By Daniel Weintraub
As the governor’s revised budget makes all too clear, California is in a world of hurt. The deepest recession since the Great Depression has reduced personal incomes, retail sales, corporate profits and property values. Those are the things the state and local governments tax to provide the revenue to support the schools, universities, health and social services and law enforcement on which most of us depend in one way or another.
Still, despite an alarming drop in tax receipts below expectations in April, Gov. Arnold Schwarzenegger is forecasting an increase of about $3 billion in revenues between the budget year that ends June 30 and the next fiscal year. That would be a boost from about $86.5 billion to $89.3 billion, or about 3.2 percent.
So if revenues are growing, why is there such a huge budget shortfall. A couple of reasons.
First, that entire projected growth and more will be wiped out before the year even begins by the need to repay the deficit in this year’s budget. If no changes are made before the end of the fiscal year, the state expects to spend $6.2 billion more this year than it is taking in. That red ink must be sopped up as part of next year’s spending plan.
That means the state will actually have less to spend next year on programs than it is spending this year. Under this scenario the state would have $83.1 billion left after paying off the deficit. That’s about 4.8 percent less than the $87.3 billion that the state is spending this year.
It gets worse. Current laws and the increasing demand for services will drive costs up automatically unless the Legislature and the governor take action to reduce services or change eligibility rules for various programs.
If nothing is done, general fund spending will climb from $87.3 billion this year to $99.5 billion next year, according to Department of Finance projections. This is why the budget shortfall is often described as an $18 billion problem.
Break it down this way: the government ends the year $6.2 billion in the red and projects spending next year to grow at a rate that would exceed revenues by about $10 billion. Throw in the cost of rebuilding a tiny reserve for emergencies and you get to the $18 billion figure.

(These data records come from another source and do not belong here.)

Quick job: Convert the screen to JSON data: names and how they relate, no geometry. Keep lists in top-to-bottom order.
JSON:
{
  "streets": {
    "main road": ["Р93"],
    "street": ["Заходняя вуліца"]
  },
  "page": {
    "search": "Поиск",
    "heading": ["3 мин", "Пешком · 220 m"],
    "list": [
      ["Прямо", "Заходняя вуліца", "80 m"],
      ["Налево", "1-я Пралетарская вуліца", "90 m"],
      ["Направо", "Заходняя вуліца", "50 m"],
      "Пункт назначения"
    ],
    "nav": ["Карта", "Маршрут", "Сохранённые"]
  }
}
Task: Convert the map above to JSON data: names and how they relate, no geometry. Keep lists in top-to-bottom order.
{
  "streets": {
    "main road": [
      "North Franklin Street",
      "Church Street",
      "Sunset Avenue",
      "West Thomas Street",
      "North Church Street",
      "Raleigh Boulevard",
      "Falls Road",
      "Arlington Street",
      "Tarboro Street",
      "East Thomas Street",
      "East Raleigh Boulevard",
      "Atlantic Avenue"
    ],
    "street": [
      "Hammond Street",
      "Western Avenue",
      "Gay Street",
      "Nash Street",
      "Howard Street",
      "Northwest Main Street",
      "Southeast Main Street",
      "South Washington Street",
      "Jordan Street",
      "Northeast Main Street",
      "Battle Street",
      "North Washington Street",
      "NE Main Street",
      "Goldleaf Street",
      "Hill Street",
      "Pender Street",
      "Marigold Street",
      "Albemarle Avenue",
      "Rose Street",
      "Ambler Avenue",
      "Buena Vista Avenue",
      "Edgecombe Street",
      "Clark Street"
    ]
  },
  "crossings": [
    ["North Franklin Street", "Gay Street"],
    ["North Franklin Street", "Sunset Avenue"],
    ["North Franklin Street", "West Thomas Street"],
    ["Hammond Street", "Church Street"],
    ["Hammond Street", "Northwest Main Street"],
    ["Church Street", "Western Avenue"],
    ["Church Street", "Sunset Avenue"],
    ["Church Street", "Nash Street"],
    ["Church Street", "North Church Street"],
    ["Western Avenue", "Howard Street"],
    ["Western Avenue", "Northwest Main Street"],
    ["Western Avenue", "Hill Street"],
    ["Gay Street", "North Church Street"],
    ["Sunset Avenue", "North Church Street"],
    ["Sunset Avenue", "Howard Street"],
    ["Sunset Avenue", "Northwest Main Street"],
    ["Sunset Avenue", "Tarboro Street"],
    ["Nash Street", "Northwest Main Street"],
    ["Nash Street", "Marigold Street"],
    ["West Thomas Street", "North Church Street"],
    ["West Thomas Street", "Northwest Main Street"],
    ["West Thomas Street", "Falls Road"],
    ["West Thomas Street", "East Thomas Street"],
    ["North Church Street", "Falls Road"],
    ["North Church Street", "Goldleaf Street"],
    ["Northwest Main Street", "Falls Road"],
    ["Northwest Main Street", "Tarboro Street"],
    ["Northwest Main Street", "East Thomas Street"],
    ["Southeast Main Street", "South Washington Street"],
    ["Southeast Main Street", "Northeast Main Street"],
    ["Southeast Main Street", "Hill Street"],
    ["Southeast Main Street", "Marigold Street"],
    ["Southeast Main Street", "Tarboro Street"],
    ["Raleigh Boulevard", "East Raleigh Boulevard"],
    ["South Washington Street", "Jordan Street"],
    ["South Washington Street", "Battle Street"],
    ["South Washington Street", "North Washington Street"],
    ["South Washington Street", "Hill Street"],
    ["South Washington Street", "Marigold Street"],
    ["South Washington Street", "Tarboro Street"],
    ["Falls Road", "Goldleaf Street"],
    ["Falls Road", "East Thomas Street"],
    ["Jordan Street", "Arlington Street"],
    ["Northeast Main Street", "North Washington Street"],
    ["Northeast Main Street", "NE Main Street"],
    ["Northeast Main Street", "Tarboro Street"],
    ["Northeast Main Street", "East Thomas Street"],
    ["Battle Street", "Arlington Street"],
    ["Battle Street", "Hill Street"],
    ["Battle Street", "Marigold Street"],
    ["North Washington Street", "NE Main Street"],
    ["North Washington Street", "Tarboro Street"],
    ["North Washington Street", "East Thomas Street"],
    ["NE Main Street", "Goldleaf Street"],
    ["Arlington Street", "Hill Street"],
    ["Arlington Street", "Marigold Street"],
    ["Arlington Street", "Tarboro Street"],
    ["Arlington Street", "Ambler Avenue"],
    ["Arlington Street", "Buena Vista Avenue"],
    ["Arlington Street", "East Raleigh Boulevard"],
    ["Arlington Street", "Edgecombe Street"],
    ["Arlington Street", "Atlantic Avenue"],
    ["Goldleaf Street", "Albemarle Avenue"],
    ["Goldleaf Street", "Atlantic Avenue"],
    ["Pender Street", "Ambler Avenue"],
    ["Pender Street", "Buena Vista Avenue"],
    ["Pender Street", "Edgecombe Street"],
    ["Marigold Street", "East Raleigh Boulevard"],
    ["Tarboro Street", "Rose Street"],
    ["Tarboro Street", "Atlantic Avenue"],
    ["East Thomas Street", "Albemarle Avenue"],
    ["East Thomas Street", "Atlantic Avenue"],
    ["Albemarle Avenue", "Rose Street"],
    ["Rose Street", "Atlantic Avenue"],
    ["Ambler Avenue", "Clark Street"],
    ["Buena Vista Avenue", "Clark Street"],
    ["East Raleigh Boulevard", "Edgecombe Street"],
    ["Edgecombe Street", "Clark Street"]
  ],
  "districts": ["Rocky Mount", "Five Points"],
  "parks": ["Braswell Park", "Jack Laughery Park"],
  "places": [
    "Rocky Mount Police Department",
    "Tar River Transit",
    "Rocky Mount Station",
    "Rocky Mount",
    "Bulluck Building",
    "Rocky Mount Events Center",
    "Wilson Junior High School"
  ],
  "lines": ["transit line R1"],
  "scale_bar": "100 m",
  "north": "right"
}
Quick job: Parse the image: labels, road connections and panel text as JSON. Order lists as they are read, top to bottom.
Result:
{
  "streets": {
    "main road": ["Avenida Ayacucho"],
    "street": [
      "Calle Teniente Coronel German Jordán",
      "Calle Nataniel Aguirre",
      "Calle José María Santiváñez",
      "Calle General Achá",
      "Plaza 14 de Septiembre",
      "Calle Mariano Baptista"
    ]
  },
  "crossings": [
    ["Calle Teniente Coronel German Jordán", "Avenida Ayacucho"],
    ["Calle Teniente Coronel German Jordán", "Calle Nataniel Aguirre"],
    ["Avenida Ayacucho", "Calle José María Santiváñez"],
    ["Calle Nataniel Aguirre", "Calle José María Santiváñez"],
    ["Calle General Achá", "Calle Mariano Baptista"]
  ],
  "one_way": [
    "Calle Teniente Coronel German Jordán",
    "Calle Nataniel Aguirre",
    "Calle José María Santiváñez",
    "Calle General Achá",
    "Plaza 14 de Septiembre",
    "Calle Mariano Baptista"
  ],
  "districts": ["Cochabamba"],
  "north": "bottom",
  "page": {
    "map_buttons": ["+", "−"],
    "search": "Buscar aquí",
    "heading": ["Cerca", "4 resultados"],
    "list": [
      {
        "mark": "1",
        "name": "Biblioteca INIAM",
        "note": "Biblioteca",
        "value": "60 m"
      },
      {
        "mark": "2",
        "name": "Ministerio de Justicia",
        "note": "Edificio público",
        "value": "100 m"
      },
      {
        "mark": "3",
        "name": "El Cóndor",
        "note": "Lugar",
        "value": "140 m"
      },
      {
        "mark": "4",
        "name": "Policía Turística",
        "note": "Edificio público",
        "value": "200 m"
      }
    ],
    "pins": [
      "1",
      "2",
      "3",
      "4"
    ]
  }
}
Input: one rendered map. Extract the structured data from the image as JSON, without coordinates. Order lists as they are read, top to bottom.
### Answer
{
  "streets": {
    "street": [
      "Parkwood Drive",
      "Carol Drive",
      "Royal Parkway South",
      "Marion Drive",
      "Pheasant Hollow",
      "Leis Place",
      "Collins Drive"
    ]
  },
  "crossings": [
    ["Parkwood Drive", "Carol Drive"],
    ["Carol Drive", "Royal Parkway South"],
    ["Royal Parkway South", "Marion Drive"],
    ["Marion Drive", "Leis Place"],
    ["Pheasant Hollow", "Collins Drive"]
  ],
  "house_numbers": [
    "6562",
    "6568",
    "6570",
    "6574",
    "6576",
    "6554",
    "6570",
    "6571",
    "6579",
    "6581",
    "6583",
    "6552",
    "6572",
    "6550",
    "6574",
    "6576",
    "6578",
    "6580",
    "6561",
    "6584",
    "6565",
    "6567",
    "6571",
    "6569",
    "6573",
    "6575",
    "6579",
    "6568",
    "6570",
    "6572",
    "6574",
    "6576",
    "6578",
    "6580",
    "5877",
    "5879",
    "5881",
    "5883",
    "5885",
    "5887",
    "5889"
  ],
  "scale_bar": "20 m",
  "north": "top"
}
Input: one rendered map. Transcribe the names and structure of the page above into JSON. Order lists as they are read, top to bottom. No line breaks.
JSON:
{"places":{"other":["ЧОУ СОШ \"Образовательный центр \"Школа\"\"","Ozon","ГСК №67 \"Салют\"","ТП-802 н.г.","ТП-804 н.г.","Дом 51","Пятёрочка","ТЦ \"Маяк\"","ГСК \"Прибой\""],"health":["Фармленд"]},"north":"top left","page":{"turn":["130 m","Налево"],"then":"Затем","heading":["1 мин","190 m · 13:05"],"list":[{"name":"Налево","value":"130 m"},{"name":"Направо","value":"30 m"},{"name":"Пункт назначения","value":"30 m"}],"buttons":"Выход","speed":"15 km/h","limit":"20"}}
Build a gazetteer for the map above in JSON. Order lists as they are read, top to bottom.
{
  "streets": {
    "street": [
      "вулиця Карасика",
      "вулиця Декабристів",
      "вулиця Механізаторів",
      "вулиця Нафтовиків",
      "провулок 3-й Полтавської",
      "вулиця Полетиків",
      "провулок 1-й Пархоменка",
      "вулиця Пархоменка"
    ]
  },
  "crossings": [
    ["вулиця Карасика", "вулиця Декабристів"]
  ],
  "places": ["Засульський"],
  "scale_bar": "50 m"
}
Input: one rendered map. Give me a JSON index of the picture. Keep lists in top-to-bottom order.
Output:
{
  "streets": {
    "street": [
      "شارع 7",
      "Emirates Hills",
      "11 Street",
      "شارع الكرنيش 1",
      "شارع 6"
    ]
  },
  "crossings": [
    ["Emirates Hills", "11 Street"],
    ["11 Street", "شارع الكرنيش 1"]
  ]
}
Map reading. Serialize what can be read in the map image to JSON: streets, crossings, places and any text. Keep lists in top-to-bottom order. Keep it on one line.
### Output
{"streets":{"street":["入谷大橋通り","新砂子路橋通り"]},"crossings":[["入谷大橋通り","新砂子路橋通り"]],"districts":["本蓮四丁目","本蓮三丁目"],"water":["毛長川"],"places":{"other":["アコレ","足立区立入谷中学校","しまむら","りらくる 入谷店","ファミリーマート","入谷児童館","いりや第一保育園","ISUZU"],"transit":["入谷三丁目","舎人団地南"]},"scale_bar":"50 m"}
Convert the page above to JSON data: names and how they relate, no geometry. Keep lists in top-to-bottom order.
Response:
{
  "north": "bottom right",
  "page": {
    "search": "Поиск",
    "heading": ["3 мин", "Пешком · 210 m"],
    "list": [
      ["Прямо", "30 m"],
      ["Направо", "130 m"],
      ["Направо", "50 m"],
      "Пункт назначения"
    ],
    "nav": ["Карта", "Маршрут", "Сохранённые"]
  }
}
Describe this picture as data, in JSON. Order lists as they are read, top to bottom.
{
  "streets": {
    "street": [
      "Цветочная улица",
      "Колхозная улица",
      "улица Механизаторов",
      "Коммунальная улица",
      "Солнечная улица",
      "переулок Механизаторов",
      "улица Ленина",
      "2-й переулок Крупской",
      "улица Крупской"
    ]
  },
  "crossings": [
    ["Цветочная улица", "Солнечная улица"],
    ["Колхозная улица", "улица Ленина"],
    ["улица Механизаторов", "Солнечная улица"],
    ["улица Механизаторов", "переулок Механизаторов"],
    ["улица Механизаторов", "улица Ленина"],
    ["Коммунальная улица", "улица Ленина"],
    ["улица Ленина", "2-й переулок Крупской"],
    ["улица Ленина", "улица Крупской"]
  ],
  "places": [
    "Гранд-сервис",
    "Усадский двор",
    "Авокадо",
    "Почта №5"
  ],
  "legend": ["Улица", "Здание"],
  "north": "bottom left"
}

That’s more than 20 percent of the size of the general fund for a year. It is more than the state spends on prisons and its four-year universities combined. It’s more than the entire Med-Cal budget and half what the general fund dedicates to K-14 education.
And that $18 billion number comes after including temporary tax increases that will soon go off the books and federal funds that were part of the economic stimulus bill and are scheduled to expire beginning next year. So even if the state somehow managed to erase the shortfall this year, the books would not remain balanced for long.
California is not going to eliminate its welfare program, as Gov. Schwarzenegger has proposed. But there are likely to be some pretty deep cuts in health, public assistance and education programs in the months ahead. Either that or what might be the longest budget deadlock in state history. Republicans have said they won’t vote for higher taxes. Democrats have said they won’t vote for deeper cuts to education or the safety net.
Without one or both of those things, there is simply no way to bridge a gap of the size that has opened up in California’s budget.